(Beginning of Recorded information)
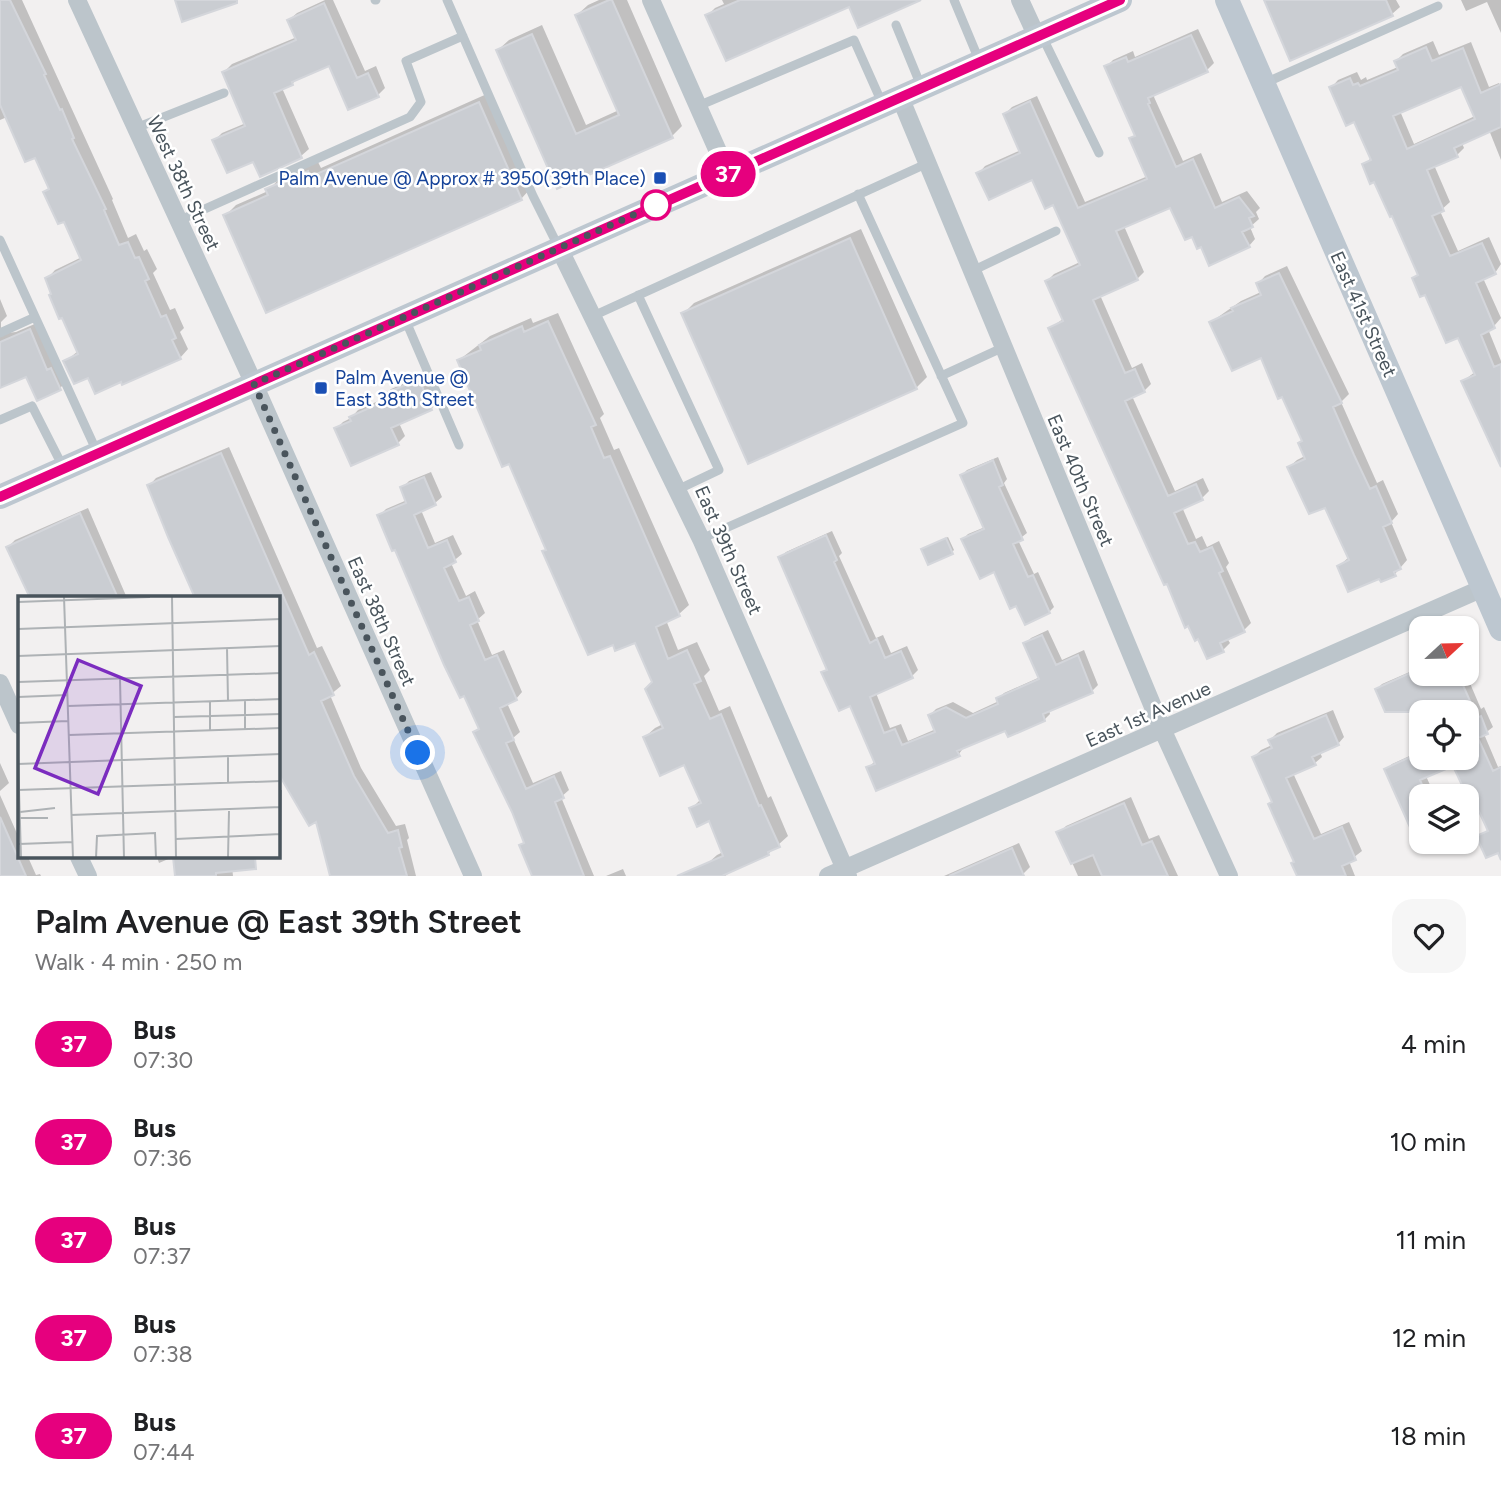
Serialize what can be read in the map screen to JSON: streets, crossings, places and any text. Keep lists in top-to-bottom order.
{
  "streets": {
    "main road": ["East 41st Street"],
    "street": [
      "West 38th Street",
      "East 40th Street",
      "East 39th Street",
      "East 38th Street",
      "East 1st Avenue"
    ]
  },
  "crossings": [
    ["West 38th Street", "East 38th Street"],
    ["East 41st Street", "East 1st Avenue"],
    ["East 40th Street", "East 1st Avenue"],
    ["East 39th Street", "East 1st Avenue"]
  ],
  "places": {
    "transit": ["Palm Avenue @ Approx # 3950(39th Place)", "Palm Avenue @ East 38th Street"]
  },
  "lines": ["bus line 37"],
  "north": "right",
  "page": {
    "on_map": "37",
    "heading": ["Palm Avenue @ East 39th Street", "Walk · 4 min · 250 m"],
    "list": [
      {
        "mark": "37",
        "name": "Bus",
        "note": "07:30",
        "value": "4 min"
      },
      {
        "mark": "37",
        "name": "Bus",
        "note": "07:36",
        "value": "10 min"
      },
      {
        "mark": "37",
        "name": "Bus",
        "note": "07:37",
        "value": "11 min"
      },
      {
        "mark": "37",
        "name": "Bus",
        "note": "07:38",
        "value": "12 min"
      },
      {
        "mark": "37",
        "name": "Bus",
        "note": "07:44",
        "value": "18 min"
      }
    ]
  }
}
(End of Recorded information)
-- Work request --
Retype all the data exactly. Omit pictures.

-- Answer to the exercise --
Serialize what can be read in the map screen to JSON: streets, crossings, places and any text. Keep lists in top-to-bottom order.
{
  "streets": {
    "main road": ["East 41st Street"],
    "street": [
      "West 38th Street",
      "East 40th Street",
      "East 39th Street",
      "East 38th Street",
      "East 1st Avenue"
    ]
  },
  "crossings": [
    ["West 38th Street", "East 38th Street"],
    ["East 41st Street", "East 1st Avenue"],
    ["East 40th Street", "East 1st Avenue"],
    ["East 39th Street", "East 1st Avenue"]
  ],
  "places": {
    "transit": ["Palm Avenue @ Approx # 3950(39th Place)", "Palm Avenue @ East 38th Street"]
  },
  "lines": ["bus line 37"],
  "north": "right",
  "page": {
    "on_map": "37",
    "heading": ["Palm Avenue @ East 39th Street", "Walk · 4 min · 250 m"],
    "list": [
      {
        "mark": "37",
        "name": "Bus",
        "note": "07:30",
        "value": "4 min"
      },
      {
        "mark": "37",
        "name": "Bus",
        "note": "07:36",
        "value": "10 min"
      },
      {
        "mark": "37",
        "name": "Bus",
        "note": "07:37",
        "value": "11 min"
      },
      {
        "mark": "37",
        "name": "Bus",
        "note": "07:38",
        "value": "12 min"
      },
      {
        "mark": "37",
        "name": "Bus",
        "note": "07:44",
        "value": "18 min"
      }
    ]
  }
}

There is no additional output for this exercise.